• **DIRECTIONS FOR THIS TASK**
Pull every line with "absolute" from the data below and copy it.

(Saved entries)
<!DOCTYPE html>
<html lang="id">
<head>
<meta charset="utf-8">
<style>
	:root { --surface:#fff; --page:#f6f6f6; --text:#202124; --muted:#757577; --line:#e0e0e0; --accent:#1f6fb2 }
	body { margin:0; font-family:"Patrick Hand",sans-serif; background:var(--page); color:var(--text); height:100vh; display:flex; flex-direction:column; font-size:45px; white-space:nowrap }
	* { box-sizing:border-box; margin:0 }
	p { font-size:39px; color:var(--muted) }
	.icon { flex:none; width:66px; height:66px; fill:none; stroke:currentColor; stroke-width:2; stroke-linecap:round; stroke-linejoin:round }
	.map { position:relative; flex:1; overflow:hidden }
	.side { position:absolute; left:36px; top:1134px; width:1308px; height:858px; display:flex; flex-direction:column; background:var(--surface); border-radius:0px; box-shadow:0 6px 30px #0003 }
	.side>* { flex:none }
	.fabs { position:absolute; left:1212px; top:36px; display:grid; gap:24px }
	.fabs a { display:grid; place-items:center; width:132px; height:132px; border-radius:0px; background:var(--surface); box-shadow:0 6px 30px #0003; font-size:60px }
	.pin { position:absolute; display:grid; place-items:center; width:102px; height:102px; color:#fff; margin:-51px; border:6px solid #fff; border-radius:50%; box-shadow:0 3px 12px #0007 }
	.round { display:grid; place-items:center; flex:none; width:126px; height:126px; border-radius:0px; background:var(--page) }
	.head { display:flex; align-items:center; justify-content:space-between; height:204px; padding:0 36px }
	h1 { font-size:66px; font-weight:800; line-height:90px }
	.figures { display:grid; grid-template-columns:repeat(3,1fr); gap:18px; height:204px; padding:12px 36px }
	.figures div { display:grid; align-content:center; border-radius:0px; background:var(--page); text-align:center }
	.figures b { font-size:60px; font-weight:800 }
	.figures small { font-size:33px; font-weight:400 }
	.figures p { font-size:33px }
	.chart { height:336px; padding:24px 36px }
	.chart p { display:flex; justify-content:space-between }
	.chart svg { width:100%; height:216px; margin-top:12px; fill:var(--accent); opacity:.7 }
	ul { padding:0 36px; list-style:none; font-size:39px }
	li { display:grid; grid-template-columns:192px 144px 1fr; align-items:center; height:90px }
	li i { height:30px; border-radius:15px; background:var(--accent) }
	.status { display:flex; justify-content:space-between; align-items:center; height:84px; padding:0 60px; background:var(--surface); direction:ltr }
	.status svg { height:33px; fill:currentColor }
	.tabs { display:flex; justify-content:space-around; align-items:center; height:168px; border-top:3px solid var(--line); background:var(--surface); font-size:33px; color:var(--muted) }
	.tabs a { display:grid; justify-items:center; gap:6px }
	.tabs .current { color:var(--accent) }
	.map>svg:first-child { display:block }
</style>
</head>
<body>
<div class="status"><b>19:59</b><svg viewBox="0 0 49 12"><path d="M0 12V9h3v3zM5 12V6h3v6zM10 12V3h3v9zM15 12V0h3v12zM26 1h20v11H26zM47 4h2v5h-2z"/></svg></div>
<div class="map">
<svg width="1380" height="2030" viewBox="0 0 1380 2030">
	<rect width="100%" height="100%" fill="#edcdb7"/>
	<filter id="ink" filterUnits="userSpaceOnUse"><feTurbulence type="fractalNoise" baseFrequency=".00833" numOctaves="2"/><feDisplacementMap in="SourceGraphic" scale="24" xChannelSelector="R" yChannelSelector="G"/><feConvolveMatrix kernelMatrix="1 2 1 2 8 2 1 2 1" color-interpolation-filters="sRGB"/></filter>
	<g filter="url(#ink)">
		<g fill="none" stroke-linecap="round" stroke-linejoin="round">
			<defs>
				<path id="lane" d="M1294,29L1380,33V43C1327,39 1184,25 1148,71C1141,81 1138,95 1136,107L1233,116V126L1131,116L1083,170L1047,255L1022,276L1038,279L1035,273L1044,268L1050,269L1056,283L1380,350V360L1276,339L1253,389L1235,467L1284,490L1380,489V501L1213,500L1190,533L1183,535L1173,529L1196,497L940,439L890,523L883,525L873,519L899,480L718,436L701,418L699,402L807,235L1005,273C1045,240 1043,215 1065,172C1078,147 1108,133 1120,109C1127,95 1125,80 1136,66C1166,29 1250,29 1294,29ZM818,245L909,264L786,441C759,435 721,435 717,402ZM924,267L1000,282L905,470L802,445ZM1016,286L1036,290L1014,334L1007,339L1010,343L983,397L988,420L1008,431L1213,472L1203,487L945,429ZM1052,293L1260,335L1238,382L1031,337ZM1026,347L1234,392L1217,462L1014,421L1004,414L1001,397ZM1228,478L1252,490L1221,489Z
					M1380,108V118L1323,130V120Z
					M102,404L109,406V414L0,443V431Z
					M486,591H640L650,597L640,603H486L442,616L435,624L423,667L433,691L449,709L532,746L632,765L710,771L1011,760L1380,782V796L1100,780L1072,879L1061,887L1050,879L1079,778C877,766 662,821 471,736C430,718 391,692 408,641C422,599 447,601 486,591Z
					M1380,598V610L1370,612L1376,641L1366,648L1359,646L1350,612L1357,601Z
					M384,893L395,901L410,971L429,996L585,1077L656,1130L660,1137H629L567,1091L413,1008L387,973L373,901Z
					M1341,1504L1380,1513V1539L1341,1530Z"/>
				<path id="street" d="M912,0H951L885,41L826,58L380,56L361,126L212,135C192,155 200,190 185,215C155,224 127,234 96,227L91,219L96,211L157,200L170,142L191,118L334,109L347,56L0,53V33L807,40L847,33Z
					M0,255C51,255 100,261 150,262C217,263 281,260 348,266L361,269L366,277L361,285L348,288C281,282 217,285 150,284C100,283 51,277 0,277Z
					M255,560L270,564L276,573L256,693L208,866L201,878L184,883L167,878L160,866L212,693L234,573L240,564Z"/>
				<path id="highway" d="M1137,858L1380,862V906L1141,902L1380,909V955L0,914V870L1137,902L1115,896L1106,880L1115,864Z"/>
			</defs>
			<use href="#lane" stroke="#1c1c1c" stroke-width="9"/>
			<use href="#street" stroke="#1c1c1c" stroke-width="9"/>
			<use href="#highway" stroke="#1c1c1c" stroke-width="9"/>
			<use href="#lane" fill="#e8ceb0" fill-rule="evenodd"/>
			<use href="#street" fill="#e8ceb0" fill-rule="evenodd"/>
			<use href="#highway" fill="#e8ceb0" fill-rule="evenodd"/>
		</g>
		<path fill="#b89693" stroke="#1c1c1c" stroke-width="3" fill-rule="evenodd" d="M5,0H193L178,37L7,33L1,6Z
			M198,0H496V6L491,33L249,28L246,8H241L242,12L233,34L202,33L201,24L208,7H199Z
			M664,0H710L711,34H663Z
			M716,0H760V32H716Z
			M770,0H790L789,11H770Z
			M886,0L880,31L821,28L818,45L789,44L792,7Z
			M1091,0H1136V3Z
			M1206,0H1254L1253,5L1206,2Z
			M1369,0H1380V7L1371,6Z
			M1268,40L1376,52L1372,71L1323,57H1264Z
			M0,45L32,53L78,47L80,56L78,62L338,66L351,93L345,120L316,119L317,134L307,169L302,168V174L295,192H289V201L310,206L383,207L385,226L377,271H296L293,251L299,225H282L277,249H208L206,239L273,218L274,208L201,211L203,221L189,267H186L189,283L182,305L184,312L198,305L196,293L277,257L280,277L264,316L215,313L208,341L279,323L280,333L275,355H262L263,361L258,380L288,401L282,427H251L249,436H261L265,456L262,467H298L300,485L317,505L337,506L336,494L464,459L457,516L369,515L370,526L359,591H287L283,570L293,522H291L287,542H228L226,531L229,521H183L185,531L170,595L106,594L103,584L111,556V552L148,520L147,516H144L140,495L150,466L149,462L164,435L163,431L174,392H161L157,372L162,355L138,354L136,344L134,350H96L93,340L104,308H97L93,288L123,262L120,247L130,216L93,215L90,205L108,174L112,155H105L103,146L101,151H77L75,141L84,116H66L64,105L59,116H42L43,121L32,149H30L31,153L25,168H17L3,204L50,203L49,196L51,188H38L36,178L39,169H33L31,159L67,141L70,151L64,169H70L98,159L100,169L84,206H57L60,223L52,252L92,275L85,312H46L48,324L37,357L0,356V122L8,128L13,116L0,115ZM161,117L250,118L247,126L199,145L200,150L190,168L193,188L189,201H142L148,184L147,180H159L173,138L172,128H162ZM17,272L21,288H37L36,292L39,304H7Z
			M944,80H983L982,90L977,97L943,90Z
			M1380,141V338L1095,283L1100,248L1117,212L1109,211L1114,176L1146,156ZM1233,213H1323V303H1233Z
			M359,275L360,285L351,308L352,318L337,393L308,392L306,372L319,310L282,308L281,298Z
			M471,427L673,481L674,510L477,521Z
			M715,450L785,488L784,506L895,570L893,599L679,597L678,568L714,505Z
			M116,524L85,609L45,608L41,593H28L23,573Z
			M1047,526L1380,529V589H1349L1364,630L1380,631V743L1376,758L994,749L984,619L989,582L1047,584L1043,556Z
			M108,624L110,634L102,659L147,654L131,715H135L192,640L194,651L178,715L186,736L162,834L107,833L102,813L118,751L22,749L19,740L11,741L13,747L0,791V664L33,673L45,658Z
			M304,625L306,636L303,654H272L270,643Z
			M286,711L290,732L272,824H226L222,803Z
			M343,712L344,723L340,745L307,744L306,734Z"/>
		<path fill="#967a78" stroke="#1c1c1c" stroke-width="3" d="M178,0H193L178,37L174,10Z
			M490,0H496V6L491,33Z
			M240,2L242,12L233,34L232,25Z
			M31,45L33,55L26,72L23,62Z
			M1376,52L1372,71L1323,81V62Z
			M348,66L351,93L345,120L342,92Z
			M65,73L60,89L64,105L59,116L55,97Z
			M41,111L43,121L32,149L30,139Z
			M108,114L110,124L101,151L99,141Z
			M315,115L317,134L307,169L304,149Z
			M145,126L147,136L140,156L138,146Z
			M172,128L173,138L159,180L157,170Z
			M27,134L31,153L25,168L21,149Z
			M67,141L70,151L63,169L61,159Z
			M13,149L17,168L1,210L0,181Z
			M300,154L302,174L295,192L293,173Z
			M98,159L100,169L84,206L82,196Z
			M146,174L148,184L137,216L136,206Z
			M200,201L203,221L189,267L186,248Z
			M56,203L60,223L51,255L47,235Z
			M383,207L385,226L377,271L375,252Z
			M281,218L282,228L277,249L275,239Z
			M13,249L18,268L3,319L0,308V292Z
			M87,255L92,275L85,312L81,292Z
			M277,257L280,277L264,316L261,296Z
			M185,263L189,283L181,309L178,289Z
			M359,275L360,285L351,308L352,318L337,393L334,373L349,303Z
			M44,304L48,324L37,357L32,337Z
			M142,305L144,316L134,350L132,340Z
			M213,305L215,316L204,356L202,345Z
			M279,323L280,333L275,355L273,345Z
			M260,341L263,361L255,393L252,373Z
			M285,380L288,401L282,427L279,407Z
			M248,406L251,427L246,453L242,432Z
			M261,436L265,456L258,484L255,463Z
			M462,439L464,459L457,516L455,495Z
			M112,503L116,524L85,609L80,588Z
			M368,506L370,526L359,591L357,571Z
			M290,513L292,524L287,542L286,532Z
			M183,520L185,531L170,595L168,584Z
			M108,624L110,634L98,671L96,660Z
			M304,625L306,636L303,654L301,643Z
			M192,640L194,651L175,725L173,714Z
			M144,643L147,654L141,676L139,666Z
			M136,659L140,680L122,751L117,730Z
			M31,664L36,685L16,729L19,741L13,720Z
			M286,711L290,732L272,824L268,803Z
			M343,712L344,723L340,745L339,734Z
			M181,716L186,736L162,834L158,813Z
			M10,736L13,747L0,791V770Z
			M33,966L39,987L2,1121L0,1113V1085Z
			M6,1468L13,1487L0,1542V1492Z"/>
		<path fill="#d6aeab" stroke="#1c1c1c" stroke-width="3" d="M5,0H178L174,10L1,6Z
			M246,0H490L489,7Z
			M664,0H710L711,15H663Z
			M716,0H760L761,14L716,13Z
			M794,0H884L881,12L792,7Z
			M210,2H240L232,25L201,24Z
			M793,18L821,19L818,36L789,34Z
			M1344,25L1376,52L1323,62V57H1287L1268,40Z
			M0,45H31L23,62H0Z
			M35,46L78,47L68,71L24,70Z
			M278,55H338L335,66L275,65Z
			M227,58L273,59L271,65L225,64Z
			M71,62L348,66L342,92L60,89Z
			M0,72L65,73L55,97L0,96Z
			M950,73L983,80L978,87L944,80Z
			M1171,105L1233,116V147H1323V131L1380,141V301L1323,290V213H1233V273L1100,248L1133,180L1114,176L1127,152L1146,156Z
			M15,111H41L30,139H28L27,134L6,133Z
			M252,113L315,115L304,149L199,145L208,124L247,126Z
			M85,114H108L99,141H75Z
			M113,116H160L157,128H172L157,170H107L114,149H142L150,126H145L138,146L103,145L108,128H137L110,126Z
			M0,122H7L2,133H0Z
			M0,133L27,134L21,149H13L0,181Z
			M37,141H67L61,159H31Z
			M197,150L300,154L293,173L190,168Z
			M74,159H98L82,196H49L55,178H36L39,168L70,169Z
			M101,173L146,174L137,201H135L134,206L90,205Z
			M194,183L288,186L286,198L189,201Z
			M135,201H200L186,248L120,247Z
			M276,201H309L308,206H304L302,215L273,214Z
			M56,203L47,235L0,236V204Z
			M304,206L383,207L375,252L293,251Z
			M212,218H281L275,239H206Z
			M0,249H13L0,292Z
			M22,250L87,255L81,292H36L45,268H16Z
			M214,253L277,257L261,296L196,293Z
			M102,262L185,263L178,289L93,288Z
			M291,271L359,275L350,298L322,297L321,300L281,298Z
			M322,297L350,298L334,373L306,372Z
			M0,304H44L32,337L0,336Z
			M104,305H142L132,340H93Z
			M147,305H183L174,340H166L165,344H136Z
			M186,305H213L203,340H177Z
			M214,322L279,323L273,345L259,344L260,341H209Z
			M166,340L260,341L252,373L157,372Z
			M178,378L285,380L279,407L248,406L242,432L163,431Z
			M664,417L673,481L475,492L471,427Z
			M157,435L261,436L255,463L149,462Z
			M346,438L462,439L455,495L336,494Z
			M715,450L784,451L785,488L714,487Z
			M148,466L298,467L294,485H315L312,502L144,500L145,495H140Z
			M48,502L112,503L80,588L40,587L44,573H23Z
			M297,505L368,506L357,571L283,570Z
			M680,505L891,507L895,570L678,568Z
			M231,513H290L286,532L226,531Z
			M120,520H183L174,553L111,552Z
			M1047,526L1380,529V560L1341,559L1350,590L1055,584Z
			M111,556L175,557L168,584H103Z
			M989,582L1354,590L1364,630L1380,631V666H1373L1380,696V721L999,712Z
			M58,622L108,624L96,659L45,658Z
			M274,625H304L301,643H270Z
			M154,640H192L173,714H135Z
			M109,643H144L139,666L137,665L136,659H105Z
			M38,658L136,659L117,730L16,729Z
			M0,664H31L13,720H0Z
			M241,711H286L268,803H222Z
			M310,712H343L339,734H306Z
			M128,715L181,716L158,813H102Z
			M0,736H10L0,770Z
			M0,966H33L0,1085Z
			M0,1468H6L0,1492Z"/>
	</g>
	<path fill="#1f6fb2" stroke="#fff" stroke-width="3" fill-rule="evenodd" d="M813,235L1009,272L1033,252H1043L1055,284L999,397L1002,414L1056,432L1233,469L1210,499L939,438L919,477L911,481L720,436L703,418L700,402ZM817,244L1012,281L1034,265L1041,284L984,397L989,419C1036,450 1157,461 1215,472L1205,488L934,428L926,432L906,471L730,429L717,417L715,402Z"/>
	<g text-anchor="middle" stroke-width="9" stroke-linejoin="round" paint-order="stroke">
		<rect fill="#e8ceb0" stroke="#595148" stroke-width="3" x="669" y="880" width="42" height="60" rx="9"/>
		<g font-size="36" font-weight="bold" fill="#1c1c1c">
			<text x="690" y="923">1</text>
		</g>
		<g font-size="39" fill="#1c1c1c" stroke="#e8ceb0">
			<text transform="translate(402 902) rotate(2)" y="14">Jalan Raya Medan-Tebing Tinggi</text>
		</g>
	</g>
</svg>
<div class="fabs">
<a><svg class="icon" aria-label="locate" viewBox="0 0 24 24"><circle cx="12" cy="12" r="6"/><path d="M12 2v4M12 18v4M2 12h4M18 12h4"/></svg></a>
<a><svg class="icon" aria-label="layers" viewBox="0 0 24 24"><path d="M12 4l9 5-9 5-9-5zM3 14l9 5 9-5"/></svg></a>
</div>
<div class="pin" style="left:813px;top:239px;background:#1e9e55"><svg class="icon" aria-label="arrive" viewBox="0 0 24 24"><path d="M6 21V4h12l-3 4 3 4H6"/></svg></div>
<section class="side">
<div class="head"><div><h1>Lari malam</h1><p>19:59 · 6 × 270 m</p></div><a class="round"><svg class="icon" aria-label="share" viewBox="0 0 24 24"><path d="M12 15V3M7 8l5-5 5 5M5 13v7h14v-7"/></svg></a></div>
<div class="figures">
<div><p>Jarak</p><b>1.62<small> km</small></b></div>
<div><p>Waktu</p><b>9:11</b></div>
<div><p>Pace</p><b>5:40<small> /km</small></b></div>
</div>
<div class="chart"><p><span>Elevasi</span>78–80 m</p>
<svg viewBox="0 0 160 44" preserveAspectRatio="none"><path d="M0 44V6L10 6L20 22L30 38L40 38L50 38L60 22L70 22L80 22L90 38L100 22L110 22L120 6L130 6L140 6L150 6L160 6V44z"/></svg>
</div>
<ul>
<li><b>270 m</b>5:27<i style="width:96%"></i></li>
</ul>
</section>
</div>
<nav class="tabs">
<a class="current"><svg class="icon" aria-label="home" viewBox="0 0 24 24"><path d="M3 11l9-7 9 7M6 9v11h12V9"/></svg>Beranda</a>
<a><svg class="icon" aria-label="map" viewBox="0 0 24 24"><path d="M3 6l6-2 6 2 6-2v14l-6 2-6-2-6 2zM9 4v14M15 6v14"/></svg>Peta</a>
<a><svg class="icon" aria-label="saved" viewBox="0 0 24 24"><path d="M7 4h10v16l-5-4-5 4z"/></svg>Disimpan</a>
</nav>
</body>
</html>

• **RESULT FOR THIS EXERCISE**
	.side { position:absolute; left:36px; top:1134px; width:1308px; height:858px; display:flex; flex-direction:column; background:var(--surface); border-radius:0px; box-shadow:0 6px 30px #0003 }
	.fabs { position:absolute; left:1212px; top:36px; display:grid; gap:24px }
	.pin { position:absolute; display:grid; place-items:center; width:102px; height:102px; color:#fff; margin:-51px; border:6px solid #fff; border-radius:50%; box-shadow:0 3px 12px #0007 }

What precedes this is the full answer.